Restate the lines of the material below word for word, from the first through the one containing "position:relative; width:2376px; height:843px;", and include nothing else; pictures stay out.
· · ·
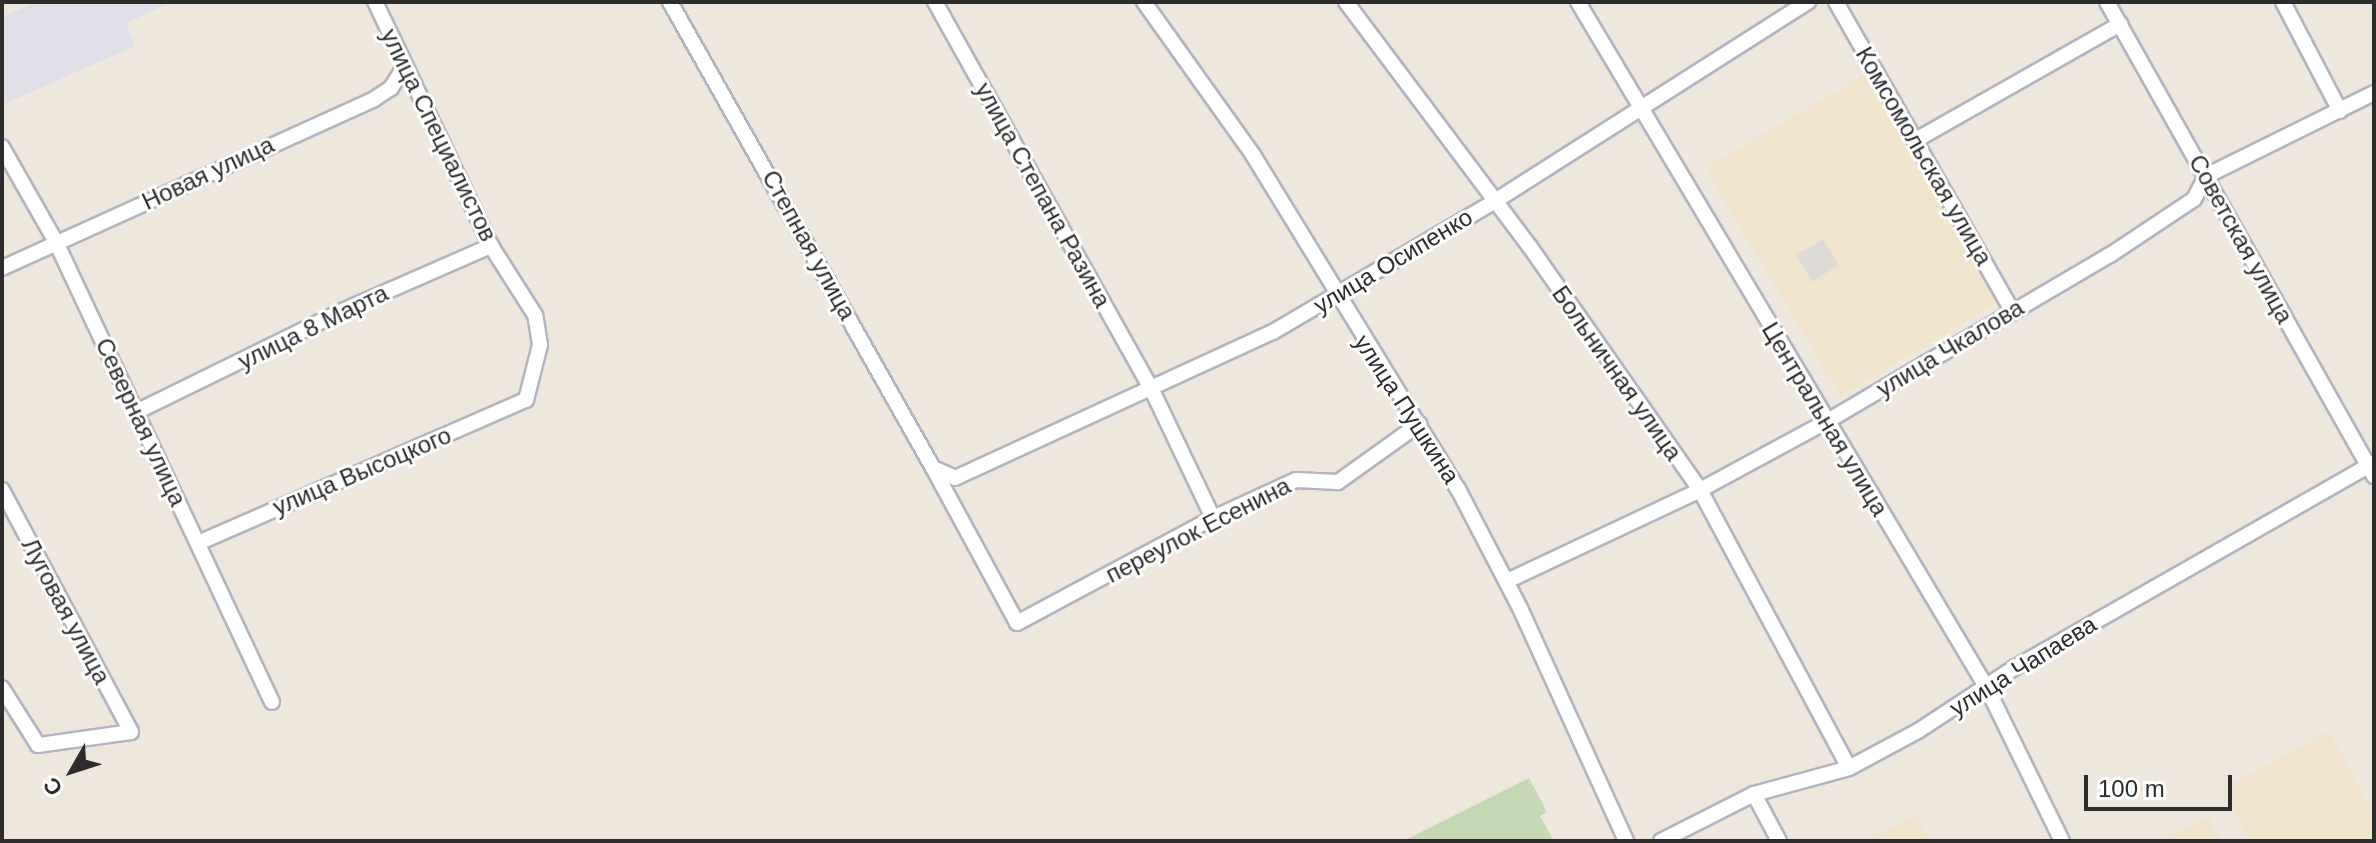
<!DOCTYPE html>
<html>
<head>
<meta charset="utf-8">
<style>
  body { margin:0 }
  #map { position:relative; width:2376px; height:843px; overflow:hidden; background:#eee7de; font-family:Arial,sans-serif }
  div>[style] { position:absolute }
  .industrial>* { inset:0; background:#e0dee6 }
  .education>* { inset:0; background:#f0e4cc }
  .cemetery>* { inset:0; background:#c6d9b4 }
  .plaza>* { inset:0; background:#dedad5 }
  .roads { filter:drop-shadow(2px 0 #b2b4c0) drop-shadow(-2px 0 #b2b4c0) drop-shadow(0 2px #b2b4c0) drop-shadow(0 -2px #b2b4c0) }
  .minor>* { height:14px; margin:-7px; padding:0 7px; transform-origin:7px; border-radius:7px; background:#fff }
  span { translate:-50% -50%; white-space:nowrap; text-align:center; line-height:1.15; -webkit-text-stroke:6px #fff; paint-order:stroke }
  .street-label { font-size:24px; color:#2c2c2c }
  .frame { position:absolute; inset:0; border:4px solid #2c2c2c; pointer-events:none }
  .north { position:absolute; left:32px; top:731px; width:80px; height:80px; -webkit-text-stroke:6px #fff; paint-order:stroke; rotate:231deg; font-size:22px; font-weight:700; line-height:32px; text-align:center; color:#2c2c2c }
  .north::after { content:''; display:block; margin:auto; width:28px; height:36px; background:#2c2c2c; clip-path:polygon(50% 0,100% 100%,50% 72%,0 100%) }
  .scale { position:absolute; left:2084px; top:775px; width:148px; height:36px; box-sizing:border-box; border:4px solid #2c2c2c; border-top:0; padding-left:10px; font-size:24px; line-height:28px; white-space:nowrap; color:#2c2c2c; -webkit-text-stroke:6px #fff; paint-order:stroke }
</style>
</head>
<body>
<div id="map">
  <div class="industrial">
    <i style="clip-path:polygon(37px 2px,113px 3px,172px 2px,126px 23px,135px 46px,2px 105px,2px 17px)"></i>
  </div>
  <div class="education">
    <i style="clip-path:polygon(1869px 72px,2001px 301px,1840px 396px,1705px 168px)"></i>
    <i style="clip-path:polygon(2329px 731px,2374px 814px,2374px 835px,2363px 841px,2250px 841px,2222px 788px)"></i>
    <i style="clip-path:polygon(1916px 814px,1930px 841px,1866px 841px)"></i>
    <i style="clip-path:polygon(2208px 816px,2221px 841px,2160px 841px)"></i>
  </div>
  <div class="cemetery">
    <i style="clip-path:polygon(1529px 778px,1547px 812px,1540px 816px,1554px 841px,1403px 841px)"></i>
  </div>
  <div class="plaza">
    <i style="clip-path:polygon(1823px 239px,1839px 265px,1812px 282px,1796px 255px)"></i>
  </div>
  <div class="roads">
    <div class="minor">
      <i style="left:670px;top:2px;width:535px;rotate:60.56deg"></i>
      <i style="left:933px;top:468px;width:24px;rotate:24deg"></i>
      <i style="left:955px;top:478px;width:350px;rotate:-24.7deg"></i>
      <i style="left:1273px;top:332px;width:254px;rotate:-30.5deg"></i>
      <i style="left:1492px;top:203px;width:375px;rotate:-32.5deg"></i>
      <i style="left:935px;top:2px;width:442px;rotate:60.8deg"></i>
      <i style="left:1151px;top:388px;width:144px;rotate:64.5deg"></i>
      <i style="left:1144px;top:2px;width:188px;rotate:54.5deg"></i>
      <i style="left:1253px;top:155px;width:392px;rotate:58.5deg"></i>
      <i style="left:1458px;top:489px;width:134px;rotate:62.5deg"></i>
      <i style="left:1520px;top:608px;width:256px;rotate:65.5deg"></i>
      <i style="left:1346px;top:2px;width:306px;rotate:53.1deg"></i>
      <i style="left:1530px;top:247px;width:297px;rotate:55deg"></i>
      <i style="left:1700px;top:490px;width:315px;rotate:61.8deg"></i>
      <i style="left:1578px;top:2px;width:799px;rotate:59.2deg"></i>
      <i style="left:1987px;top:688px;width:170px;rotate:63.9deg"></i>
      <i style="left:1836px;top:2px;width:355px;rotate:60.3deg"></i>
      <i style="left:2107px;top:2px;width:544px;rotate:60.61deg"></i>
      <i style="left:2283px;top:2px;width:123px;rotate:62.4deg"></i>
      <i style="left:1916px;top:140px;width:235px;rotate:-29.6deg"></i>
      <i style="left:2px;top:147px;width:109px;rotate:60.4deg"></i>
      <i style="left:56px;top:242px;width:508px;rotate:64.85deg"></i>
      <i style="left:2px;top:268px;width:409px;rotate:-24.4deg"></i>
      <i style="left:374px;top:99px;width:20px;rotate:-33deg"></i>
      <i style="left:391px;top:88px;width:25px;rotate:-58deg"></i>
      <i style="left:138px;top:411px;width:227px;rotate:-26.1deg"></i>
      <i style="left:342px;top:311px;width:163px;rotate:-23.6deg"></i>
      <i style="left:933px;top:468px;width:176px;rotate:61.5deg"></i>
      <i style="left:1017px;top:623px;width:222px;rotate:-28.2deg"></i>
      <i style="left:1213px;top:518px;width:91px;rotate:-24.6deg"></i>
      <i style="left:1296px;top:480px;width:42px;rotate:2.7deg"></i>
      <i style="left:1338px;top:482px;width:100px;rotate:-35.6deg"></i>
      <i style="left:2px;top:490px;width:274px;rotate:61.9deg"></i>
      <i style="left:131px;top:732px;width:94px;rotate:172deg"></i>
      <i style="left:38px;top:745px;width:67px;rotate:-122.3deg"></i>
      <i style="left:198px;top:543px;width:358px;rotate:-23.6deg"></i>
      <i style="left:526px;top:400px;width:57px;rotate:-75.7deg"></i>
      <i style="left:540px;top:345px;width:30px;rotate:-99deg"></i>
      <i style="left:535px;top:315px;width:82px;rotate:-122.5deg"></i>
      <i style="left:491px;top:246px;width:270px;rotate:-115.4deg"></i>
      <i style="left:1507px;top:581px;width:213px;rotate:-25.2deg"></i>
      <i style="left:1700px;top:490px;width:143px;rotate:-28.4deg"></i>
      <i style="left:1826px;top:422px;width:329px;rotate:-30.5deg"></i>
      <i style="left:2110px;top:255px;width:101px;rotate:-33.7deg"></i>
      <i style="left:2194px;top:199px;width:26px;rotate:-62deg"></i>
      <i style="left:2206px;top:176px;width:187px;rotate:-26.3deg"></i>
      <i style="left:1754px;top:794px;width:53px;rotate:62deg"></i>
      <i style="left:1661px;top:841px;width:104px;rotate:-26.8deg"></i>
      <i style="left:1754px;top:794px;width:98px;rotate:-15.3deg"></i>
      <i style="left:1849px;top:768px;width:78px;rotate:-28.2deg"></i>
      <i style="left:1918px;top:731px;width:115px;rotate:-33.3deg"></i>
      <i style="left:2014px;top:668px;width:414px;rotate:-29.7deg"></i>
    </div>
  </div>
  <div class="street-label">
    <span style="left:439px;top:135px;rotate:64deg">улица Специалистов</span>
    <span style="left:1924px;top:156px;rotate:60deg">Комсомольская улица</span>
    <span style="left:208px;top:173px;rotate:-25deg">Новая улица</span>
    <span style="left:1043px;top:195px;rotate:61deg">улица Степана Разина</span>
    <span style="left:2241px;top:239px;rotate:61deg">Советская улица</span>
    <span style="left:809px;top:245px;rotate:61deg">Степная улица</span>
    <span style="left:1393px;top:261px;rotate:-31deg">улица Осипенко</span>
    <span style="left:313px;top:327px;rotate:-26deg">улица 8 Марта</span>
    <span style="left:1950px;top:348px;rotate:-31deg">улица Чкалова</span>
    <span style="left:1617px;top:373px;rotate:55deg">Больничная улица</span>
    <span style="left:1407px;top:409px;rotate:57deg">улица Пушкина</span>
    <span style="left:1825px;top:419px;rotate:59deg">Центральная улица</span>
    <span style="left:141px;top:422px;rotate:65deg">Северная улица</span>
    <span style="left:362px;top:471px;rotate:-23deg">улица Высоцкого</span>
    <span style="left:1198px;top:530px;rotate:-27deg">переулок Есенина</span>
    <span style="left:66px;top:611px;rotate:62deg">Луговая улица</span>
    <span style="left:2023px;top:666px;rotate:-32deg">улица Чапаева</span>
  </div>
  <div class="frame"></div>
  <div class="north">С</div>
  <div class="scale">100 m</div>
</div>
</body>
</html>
· · ·
- Result of the task -
<!DOCTYPE html>
<html>
<head>
<meta charset="utf-8">
<style>
  body { margin:0 }
  #map { position:relative; width:2376px; height:843px; overflow:hidden; background:#eee7de; font-family:Arial,sans-serif }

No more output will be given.